Unfortunately, unlike organised terror groups, spotting a Lone Wolf is easier said than done. Lone Wolves are, by their nature, entirely unpredictable, operating completely alone. They could come from any strata of society, race, community, and certainly from any religion or none. Who can say what their motivations are?
It was for precisely this reason that, in his great wisdom, former Attorney General Eric Holder introduced anti-profiling rules in 2014. As the Washington Post reported at the time, “..expanded Justice Department rules for racial profiling [have been introduced] to prevent FBI agents from considering gender, national origin, religion, sexual orientation and gender identity, in addition to race and ethnicity, when opening cases. The department also is banning racial profiling from national security cases for the first time.”
Imagine you are tasked with protecting America from a future terror incident. Perhaps you work at an airport, monitoring incoming passengers; or you may be a member of one of the country’s intelligence services.
Now, study the below profiles carefully and try to identify anyone who looks potentially dangerous.

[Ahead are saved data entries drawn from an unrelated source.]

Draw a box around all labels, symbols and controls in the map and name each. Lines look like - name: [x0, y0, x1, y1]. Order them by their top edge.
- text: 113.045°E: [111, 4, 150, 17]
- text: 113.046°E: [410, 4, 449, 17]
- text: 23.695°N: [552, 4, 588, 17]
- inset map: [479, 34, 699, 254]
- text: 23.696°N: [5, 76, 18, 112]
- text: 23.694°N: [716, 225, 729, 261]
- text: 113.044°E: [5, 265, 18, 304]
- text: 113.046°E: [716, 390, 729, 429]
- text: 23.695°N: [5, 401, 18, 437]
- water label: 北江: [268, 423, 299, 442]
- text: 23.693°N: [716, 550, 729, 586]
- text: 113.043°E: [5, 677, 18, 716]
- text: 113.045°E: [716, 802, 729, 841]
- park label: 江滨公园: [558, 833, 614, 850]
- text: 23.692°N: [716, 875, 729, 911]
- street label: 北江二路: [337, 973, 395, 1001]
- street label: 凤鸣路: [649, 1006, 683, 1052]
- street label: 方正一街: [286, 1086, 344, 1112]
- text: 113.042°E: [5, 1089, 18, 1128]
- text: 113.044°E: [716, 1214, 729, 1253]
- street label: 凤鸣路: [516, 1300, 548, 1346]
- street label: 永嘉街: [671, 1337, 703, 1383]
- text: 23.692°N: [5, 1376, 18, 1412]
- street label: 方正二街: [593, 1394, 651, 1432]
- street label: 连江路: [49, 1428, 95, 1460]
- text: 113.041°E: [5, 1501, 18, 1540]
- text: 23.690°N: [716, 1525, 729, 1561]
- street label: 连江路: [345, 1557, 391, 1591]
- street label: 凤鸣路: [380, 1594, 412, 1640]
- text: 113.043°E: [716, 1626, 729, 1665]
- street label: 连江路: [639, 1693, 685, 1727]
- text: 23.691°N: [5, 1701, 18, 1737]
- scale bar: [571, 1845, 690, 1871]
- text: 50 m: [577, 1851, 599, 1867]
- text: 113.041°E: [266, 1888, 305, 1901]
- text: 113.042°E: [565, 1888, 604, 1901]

Now you begin to get a grasp of just how difficult it is to spot the lone wolf: it could be any of these people, apart, of course, from the upbeat man in the first profile.
The only way of stopping a would-be Lone Wolf is an increase in surveillance. The government needs to increase its collaboration with Google, Amazon, Facebook, Apple, Microsoft and any other organisation it deems useful in the war against terror. Whilst the intelligence agencies can already access and record all your emails, phone calls, bank transactions, physical movements, conversations, social media accounts, shopping, this is not enough. The next challenge is for the government to be able to read your thoughts, predict your movements and actions, so as to prevent them from happening if necessary.
This is not the time to bleat about ‘privacy’. After all, if you have nothing to hide, what can you be worried about?